WHAT THE TASK REQUIRES ::
I'd like every record written out again, exactly as it is.

(Collected data)
-*-*-

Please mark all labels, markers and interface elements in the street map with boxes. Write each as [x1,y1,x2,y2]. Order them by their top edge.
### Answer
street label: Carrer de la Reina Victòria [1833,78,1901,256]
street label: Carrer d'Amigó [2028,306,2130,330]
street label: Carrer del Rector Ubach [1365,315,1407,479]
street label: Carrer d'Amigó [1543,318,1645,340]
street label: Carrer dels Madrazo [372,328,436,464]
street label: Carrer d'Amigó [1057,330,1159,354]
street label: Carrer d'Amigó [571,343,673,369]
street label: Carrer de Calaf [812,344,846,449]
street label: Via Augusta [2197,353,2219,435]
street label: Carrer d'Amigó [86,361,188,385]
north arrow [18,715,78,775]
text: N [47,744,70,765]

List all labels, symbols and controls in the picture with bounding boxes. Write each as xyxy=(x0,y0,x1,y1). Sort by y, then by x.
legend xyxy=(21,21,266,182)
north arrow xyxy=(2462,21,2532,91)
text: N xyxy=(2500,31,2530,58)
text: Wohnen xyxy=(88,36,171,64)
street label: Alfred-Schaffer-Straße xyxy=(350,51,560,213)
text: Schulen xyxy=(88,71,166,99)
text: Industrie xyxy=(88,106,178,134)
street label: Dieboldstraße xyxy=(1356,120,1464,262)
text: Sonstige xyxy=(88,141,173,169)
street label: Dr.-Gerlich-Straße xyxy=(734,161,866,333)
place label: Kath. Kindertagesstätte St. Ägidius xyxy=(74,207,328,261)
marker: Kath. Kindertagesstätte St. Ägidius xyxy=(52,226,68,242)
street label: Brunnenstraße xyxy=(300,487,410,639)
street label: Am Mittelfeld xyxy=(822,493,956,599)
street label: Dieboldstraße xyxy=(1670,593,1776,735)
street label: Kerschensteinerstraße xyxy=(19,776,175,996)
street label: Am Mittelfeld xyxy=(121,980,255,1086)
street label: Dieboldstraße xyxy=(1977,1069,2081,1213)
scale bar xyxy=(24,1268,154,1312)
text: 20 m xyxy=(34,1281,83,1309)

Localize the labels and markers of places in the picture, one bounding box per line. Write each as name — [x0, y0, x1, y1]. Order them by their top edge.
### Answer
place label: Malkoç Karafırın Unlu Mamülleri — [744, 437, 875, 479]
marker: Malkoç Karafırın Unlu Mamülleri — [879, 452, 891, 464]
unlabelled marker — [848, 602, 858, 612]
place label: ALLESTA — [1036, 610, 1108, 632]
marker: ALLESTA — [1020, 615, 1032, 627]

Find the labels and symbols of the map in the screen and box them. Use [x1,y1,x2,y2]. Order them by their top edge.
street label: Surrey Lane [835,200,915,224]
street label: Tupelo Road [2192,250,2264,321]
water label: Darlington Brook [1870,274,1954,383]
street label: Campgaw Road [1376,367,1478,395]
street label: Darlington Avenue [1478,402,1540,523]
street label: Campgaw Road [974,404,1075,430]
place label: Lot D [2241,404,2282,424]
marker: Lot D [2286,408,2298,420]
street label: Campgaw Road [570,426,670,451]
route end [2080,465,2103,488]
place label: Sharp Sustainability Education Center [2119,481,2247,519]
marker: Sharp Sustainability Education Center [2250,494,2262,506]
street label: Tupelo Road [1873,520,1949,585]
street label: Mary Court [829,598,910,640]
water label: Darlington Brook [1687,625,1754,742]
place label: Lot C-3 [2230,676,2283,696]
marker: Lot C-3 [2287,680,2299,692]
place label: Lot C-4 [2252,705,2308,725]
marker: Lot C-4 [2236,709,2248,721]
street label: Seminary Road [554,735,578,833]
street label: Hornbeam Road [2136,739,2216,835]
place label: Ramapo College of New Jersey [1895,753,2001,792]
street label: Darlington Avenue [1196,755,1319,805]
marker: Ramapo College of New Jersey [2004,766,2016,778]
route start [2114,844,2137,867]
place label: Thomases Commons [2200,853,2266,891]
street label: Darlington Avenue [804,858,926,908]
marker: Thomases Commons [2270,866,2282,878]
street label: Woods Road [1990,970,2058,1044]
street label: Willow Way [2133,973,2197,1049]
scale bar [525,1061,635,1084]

-*-*-

RESPONSE BELOW ::
Please mark all labels, markers and interface elements in the street map with boxes. Write each as [x1,y1,x2,y2]. Order them by their top edge.
### Answer
street label: Carrer de la Reina Victòria [1833,78,1901,256]
street label: Carrer d'Amigó [2028,306,2130,330]
street label: Carrer del Rector Ubach [1365,315,1407,479]
street label: Carrer d'Amigó [1543,318,1645,340]
street label: Carrer dels Madrazo [372,328,436,464]
street label: Carrer d'Amigó [1057,330,1159,354]
street label: Carrer d'Amigó [571,343,673,369]
street label: Carrer de Calaf [812,344,846,449]
street label: Via Augusta [2197,353,2219,435]
street label: Carrer d'Amigó [86,361,188,385]
north arrow [18,715,78,775]
text: N [47,744,70,765]

List all labels, symbols and controls in the picture with bounding boxes. Write each as xyxy=(x0,y0,x1,y1). Sort by y, then by x.
legend xyxy=(21,21,266,182)
north arrow xyxy=(2462,21,2532,91)
text: N xyxy=(2500,31,2530,58)
text: Wohnen xyxy=(88,36,171,64)
street label: Alfred-Schaffer-Straße xyxy=(350,51,560,213)
text: Schulen xyxy=(88,71,166,99)
text: Industrie xyxy=(88,106,178,134)
street label: Dieboldstraße xyxy=(1356,120,1464,262)
text: Sonstige xyxy=(88,141,173,169)
street label: Dr.-Gerlich-Straße xyxy=(734,161,866,333)
place label: Kath. Kindertagesstätte St. Ägidius xyxy=(74,207,328,261)
marker: Kath. Kindertagesstätte St. Ägidius xyxy=(52,226,68,242)
street label: Brunnenstraße xyxy=(300,487,410,639)
street label: Am Mittelfeld xyxy=(822,493,956,599)
street label: Dieboldstraße xyxy=(1670,593,1776,735)
street label: Kerschensteinerstraße xyxy=(19,776,175,996)
street label: Am Mittelfeld xyxy=(121,980,255,1086)
street label: Dieboldstraße xyxy=(1977,1069,2081,1213)
scale bar xyxy=(24,1268,154,1312)
text: 20 m xyxy=(34,1281,83,1309)

Localize the labels and markers of places in the picture, one bounding box per line. Write each as name — [x0, y0, x1, y1]. Order them by their top edge.
### Answer
place label: Malkoç Karafırın Unlu Mamülleri — [744, 437, 875, 479]
marker: Malkoç Karafırın Unlu Mamülleri — [879, 452, 891, 464]
unlabelled marker — [848, 602, 858, 612]
place label: ALLESTA — [1036, 610, 1108, 632]
marker: ALLESTA — [1020, 615, 1032, 627]

Find the labels and symbols of the map in the screen and box them. Use [x1,y1,x2,y2]. Order them by their top edge.
street label: Surrey Lane [835,200,915,224]
street label: Tupelo Road [2192,250,2264,321]
water label: Darlington Brook [1870,274,1954,383]
street label: Campgaw Road [1376,367,1478,395]
street label: Darlington Avenue [1478,402,1540,523]
street label: Campgaw Road [974,404,1075,430]
place label: Lot D [2241,404,2282,424]
marker: Lot D [2286,408,2298,420]
street label: Campgaw Road [570,426,670,451]
route end [2080,465,2103,488]
place label: Sharp Sustainability Education Center [2119,481,2247,519]
marker: Sharp Sustainability Education Center [2250,494,2262,506]
street label: Tupelo Road [1873,520,1949,585]
street label: Mary Court [829,598,910,640]
water label: Darlington Brook [1687,625,1754,742]
place label: Lot C-3 [2230,676,2283,696]
marker: Lot C-3 [2287,680,2299,692]
place label: Lot C-4 [2252,705,2308,725]
marker: Lot C-4 [2236,709,2248,721]
street label: Seminary Road [554,735,578,833]
street label: Hornbeam Road [2136,739,2216,835]
place label: Ramapo College of New Jersey [1895,753,2001,792]
street label: Darlington Avenue [1196,755,1319,805]
marker: Ramapo College of New Jersey [2004,766,2016,778]
route start [2114,844,2137,867]
place label: Thomases Commons [2200,853,2266,891]
street label: Darlington Avenue [804,858,926,908]
marker: Thomases Commons [2270,866,2282,878]
street label: Woods Road [1990,970,2058,1044]
street label: Willow Way [2133,973,2197,1049]
scale bar [525,1061,635,1084]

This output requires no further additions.